I have a general question about HCPCS codes. I'm auditing some bills that were recently paid, and my boss wants to know what it means when the codes say "Quantity Alert."  I'm trying to investigate this further, and need to be able to explain what this means because my boss thinks that we are not paying these correctly.   

Here's what I've come up with so far:  When I review the Intro section of the HCPCS book it states that Quantity Alert codes report quantities that may not coincide with quantities available in the marketplace and that care should be taken to verify quantities in this code. 

It also states that the quanitiy alert codes do not represent Medicare Unlikely Edits (MEUs) and should not be used for MEUs and that an appendix of MEUs can be found in appendix 8. 

So when I look at Appendix 8 I see the list of codes w/ quantities attached to them. But am I not supposed to follow this list when it comes to Quantity Alerts because HCPCS codes with a Quantity Alert after it is exempt from this MEU list?

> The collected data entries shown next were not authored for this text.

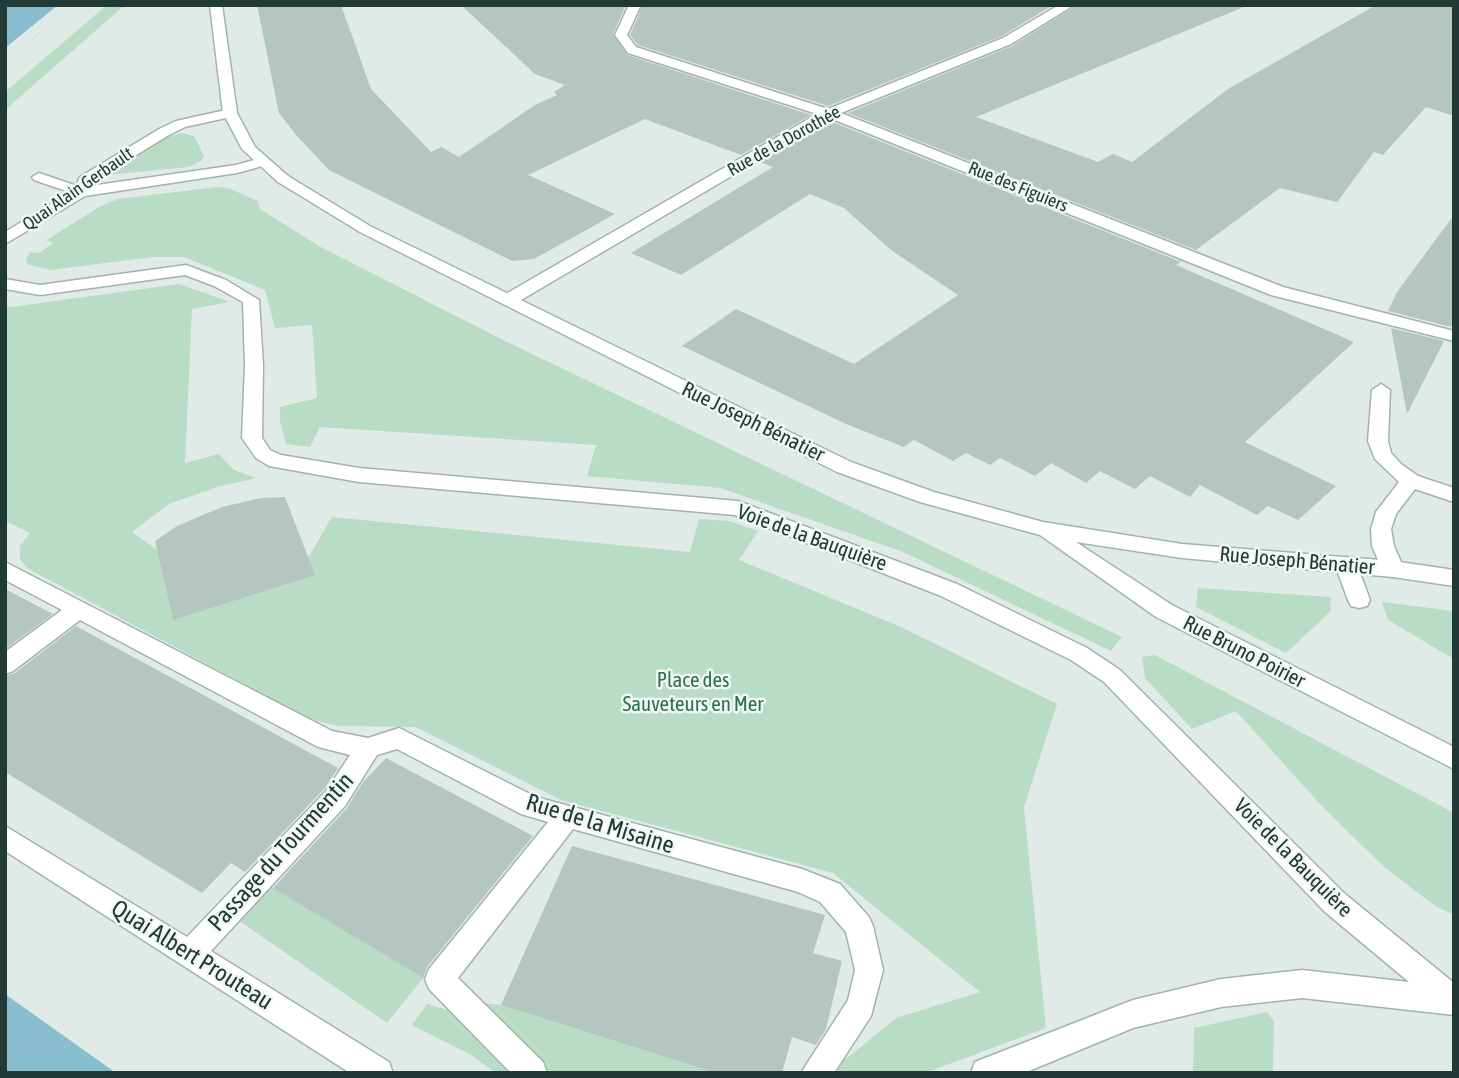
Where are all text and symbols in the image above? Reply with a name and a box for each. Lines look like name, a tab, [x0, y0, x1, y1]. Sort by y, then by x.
street label: Rue de la Dorothée	[724, 101, 844, 181]
street label: Quai Alain Gerbault	[19, 143, 137, 235]
street label: Rue des Figuiers	[965, 157, 1071, 217]
street label: Rue Joseph Bénatier	[678, 377, 828, 467]
street label: Voie de la Bauquière	[734, 499, 890, 577]
street label: Rue Joseph Bénatier	[1218, 542, 1376, 580]
street label: Rue Bruno Poirier	[1179, 610, 1309, 694]
park label: Place des Sauveteurs en Mer	[622, 667, 764, 717]
street label: Passage du Tourmentin	[202, 767, 360, 937]
street label: Rue de la Misaine	[522, 788, 678, 860]
street label: Voie de la Bauquière	[1228, 793, 1358, 923]
street label: Quai Albert Prouteau	[106, 894, 278, 1016]

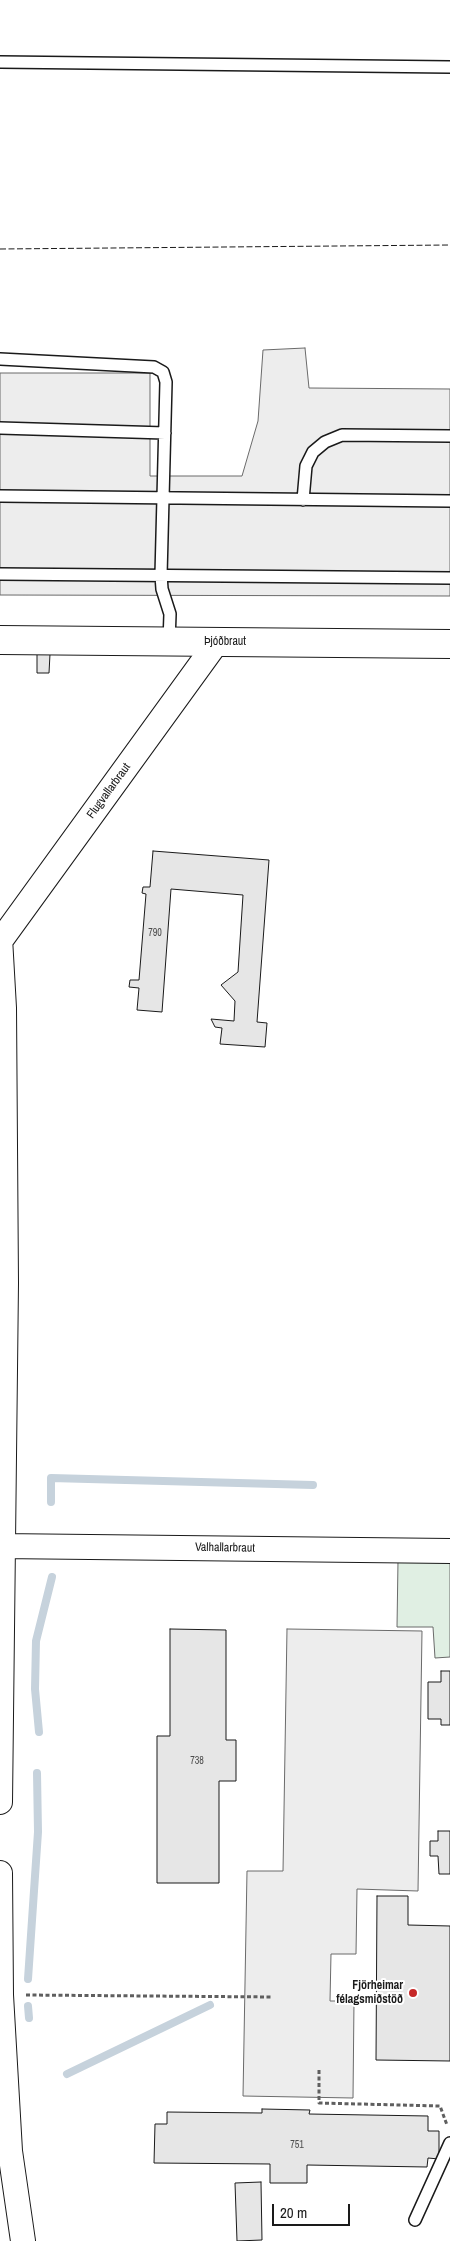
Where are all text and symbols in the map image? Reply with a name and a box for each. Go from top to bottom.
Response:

I think I'm confusing myself.... 
__________________
Emily K., CPC


----------



## Walker22 (Jan 7, 2010)

I think it just means that extra care should be taken when billing these codes to ensure the units are correct because mistakes are frequently made.


----------



## EK226 (Jan 7, 2010)

that's what I was thinking...that close monitoring should be performed since muliple units can be billed and documentation should support the # of units billed.


----------



## MMAYCOCK (Jan 7, 2010)

It means that there is a MUE (medically unlikely edit) limit for that procedure indicating the number of times that cpt can be billed- If you are billing a cpt code that was performed bilaterally and the rules require that it be billed with a 50 instead of Lt, RT, the quanity max will be 1 -indicating that it must be billed with a qty of 1 which means that if it was performed bilaterally, it must be billed with a modifier 50 on one line.

It can also mean that it is a code that cannot be performed bilaterally or where the bilat is part of the definition of the code itself.


----------



## LLovett (Jan 7, 2010)

What it is saying is the unit we buy it in/dispense it in may not be the same as the unit attached to the code. 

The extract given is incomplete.